The finality of that statement, however, didn’t mollify the executive director of the American Civil Liberties Union, Anthony Romero. “It is absurd,” he said Monday, “to accept a guilty plea from people who were tortured and waterboarded.” (Mohammed was the most famous recipient of the waterboarding technique.) He called into question the legitimacy of the whole proceeding, saying: “The question for us is whether we want to lend a patina of legitimacy to this legal farce.” If Henley accepts the guilty pleas, however, there might not be much room left for the ACLU to maneuver: Romero told the Washington Post that acceptance of the pleas would make it extremely difficult for the Obama administration to move the case to federal court.
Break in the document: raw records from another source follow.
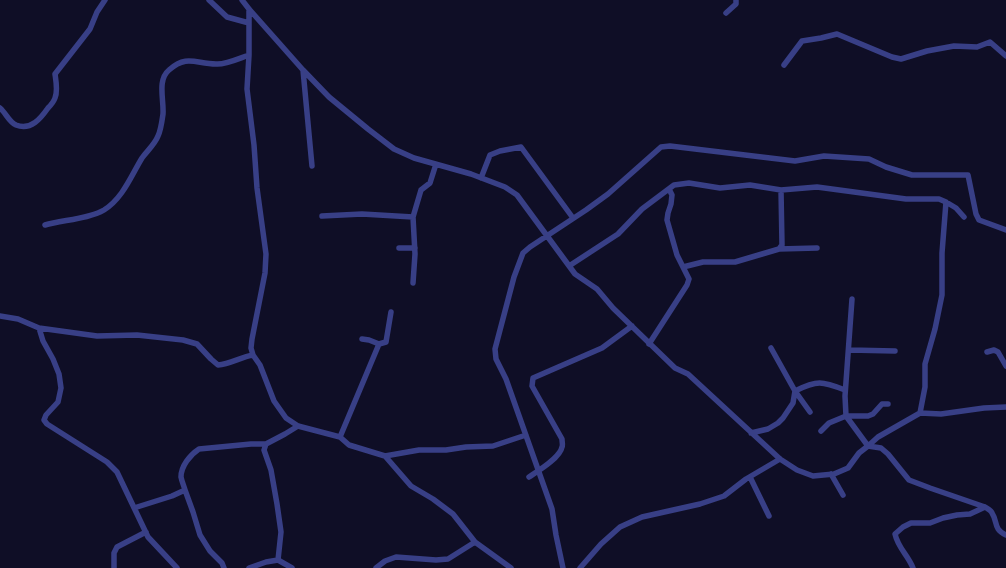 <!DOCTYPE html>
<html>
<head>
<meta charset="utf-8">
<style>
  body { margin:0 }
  canvas { display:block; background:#0f0e26 }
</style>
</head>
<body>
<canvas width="1006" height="568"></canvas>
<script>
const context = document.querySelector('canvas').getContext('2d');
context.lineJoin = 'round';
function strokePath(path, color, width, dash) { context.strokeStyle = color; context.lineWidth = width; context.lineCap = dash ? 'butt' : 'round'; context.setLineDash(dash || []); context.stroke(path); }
strokePath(new Path2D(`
  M209 0 227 17 249 23
  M242 0 249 9 303 70 329 97 368 129 394 149 414 158 471 174 505 187 517 195 575 274 597 289 613 308 675 368 688 374 780 459 797 470 813 476 834 474 848 468 859 453 868 446 881 448 888 454 909 480 930 488 985 507C988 509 991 510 992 513 998 522 993 529 1006 535
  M249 9V55L247 89 254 145 257 188 266 254 265 273 252 339 251 348 253 355 260 365 274 401 286 418 298 426 340 437 349 445 385 456 411 486 433 499 453 514 475 542 511 568
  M726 13 736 4V0
  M784 65 802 41 821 38 837 34 892 57 901 59 927 51 954 46 977 47 990 42 1006 56
  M303 70 312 166
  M0 108C6 113 9 122 16 125 31 131 41 118 48 108 51 105 54 101 55 98 58 91 56 81 55 74L90 29 97 12 105 0
  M481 178 490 155 500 151 521 147 573 218
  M322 216 362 214 413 217
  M45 225C62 220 89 219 104 210 123 198 131 176 142 158 147 151 155 144 158 136 161 130 162 121 163 114 164 100 157 80 169 70 187 54 196 64 216 64 225 65 240 58 249 55
  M399 248H415
  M779 249 817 248
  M569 266 618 234 642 209 674 185 689 183 720 188 750 185 781 190 817 187 906 199H939L946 202 956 208 964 217
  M683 267 703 262H735L779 249 782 245 781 190
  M413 283 415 254 413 217 421 190 430 183 436 164
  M852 299 845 396 846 416 868 446 878 437 920 413 941 414 984 408 1006 407
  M0 316 18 319 39 328 97 336 137 335 183 340 197 344 211 359 218 365C230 364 241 357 253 355
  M39 328 43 341 53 359 59 374 61 388 58 402 46 415 44 420 47 424 107 462 117 472 148 537 177 568
  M362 339 369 340 379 344
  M649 344 687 285 689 279 677 255 667 220 668 213 671 204 672 195 669 189
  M771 348 795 391 810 412
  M849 350 895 351
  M987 352 994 350 998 352 1006 366
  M920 413 925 387V364L935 329 942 295V253L946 202
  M821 431 829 423 846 416H868L873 414 882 404H888
  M751 433 768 429 778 423 783 418 793 403 795 391C817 380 822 381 845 390
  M340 437 379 344 386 342 391 312
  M385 456 419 450H446L466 447 493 446 526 435
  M831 474 843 495
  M529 477C538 471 560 458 562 447 563 445 562 442 562 439L532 386 533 378 602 348 632 326
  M750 477 769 516
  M185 490C184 486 182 482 181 477 181 466 190 455 199 449L251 444H266
  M134 508 172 496 185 490 193 512 200 535 210 551 222 563 224 568
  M278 560 281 532 277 504 271 470 264 450 266 444 285 434 298 426
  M114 568V553L117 547 146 532
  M249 568 266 562 278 560 292 568
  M376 568 385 561 396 557 436 560 448 559 475 542
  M563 568 556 535 552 509 506 379 496 359 495 349 514 277 523 253 530 247 586 210 608 194 661 147 670 146 795 161 824 156 869 159 886 167 912 175H968L976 214 979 220 1006 230
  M580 568 601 544 620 527 642 517 700 504 724 496 746 479 780 459
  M913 568C908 555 898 548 895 534L903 527 911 523H930L943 518 957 515 970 514 985 507`), '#383f86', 5.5);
</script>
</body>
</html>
“I understand we are in a big drama,” Mohammed said Monday, but with the guilty pleas it could be drawing to a close. This “big drama” has encompassed so many of the highlights of the political landscape of the new century — not only 9/11 itself, but also the controversies over Guantanamo, waterboarding, and even the American presence in Iraq: on Monday also Muhammad dismissed his military lawyer, who had served for six months in Iraq. Mohammed explained that he could not accept the services of someone who had been involved in “killing our brothers and sisters in Iraq.”
Meanwhile, one less noted but no less important aspect of the case was the ideological foundation of the 9/11 attacks. The defendants made that abundantly clear in their Monday statement: “Our success,” they declared, “is the greatest praise of the Lord.”
The idea that God would praise the mass murderers of 9/11 was disputed this week by Bollywood actor Shah Rukh Khan, himself a Muslim, who declared in the wake of the Mumbai jihad terror attacks that “there’s nothing Islamic about terrorism. I am a Muslim, I read the Koran, but nowhere in the holy text does it say you can get ‘jannat’ (paradise) from ‘jihad.’”
Perhaps not; but while it doesn’t use the word “jihad” in this precise context, the Koran does guarantee Paradise to those who “kill and are killed” for Allah (9:111). Those whom Khalid Sheikh Mohammed sent to destroy the Twin Towers and the Pentagon on 9/11 hoped to lay claim to that promise, just as Mohammed and his fellow defendants also hope now to gain the status of Islamic martyrs by being executed by the forces of the Great Satan.
The disagreement between Khan’s assertion and Mohammed’s actions is absolute. Yet while the politically correct media (both liberal and conservative) accepts unquestioningly the dogma that Islam is a religion of peace and Khan is correct that “there’s nothing Islamic about terrorism,” those who share the ideology of Khalid Sheikh Mohammed and his fellow 9/11 plotters continue to gain recruits around the Islamic world for their jihad.
The continued insistence of Mohammed and his fellow defendants on the Islamic correctness of their actions ought to be a wake-up call to Western authorities that they need to formulate a way to deal with the Islamic political and theological concepts that provide the foundation for modern-day Islamic terrorism, or there will certainly be more terror attacks.
And even as Mohammed moves closer to the martyrdom he craves, no one in Washington seems to be making that a high priority.